RECORDS FOR THIS TASK —
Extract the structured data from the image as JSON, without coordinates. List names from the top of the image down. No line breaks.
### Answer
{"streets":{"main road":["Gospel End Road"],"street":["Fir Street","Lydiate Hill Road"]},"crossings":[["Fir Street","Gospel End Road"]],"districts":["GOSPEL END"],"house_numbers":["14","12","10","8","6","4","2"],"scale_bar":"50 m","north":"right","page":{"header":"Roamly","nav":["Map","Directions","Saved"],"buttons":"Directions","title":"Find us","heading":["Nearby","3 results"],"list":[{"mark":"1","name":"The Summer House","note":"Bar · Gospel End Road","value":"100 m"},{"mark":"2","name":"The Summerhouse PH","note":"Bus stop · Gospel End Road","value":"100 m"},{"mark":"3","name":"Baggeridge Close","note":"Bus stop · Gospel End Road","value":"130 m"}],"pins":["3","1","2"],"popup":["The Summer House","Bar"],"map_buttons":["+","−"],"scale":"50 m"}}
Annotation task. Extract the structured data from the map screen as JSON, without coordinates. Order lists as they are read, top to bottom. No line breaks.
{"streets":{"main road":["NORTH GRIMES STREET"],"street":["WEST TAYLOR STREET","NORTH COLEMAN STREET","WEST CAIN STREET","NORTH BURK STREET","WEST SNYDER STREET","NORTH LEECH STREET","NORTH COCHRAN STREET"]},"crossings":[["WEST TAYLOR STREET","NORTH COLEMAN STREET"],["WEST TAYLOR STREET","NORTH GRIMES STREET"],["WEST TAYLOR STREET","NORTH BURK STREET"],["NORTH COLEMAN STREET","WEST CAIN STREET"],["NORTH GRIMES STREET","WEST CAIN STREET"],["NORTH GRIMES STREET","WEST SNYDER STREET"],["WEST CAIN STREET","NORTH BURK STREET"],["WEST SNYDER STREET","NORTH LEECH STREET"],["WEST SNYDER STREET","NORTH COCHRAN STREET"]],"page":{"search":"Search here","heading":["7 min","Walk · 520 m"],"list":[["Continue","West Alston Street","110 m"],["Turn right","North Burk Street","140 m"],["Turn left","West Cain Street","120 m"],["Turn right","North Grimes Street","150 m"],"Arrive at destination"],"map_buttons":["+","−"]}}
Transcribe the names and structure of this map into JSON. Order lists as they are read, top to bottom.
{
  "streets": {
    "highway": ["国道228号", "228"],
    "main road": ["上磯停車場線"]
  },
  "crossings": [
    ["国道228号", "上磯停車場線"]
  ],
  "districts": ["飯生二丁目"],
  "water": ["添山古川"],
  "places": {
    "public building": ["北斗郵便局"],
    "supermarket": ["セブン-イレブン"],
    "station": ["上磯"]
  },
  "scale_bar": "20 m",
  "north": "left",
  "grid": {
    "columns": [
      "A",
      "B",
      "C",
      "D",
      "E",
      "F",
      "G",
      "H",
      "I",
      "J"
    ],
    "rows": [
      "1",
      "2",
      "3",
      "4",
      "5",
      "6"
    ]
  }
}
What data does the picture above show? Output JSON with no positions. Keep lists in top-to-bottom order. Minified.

EXERCISE — Word for word, copy out all of the data shown above.

WRITTEN RESPONSE —
Extract the structured data from the image as JSON, without coordinates. List names from the top of the image down. No line breaks.
### Answer
{"streets":{"main road":["Gospel End Road"],"street":["Fir Street","Lydiate Hill Road"]},"crossings":[["Fir Street","Gospel End Road"]],"districts":["GOSPEL END"],"house_numbers":["14","12","10","8","6","4","2"],"scale_bar":"50 m","north":"right","page":{"header":"Roamly","nav":["Map","Directions","Saved"],"buttons":"Directions","title":"Find us","heading":["Nearby","3 results"],"list":[{"mark":"1","name":"The Summer House","note":"Bar · Gospel End Road","value":"100 m"},{"mark":"2","name":"The Summerhouse PH","note":"Bus stop · Gospel End Road","value":"100 m"},{"mark":"3","name":"Baggeridge Close","note":"Bus stop · Gospel End Road","value":"130 m"}],"pins":["3","1","2"],"popup":["The Summer House","Bar"],"map_buttons":["+","−"],"scale":"50 m"}}
Annotation task. Extract the structured data from the map screen as JSON, without coordinates. Order lists as they are read, top to bottom. No line breaks.
{"streets":{"main road":["NORTH GRIMES STREET"],"street":["WEST TAYLOR STREET","NORTH COLEMAN STREET","WEST CAIN STREET","NORTH BURK STREET","WEST SNYDER STREET","NORTH LEECH STREET","NORTH COCHRAN STREET"]},"crossings":[["WEST TAYLOR STREET","NORTH COLEMAN STREET"],["WEST TAYLOR STREET","NORTH GRIMES STREET"],["WEST TAYLOR STREET","NORTH BURK STREET"],["NORTH COLEMAN STREET","WEST CAIN STREET"],["NORTH GRIMES STREET","WEST CAIN STREET"],["NORTH GRIMES STREET","WEST SNYDER STREET"],["WEST CAIN STREET","NORTH BURK STREET"],["WEST SNYDER STREET","NORTH LEECH STREET"],["WEST SNYDER STREET","NORTH COCHRAN STREET"]],"page":{"search":"Search here","heading":["7 min","Walk · 520 m"],"list":[["Continue","West Alston Street","110 m"],["Turn right","North Burk Street","140 m"],["Turn left","West Cain Street","120 m"],["Turn right","North Grimes Street","150 m"],"Arrive at destination"],"map_buttons":["+","−"]}}
Transcribe the names and structure of this map into JSON. Order lists as they are read, top to bottom.
{
  "streets": {
    "highway": ["国道228号", "228"],
    "main road": ["上磯停車場線"]
  },
  "crossings": [
    ["国道228号", "上磯停車場線"]
  ],
  "districts": ["飯生二丁目"],
  "water": ["添山古川"],
  "places": {
    "public building": ["北斗郵便局"],
    "supermarket": ["セブン-イレブン"],
    "station": ["上磯"]
  },
  "scale_bar": "20 m",
  "north": "left",
  "grid": {
    "columns": [
      "A",
      "B",
      "C",
      "D",
      "E",
      "F",
      "G",
      "H",
      "I",
      "J"
    ],
    "rows": [
      "1",
      "2",
      "3",
      "4",
      "5",
      "6"
    ]
  }
}
What data does the picture above show? Output JSON with no positions. Keep lists in top-to-bottom order. Minified.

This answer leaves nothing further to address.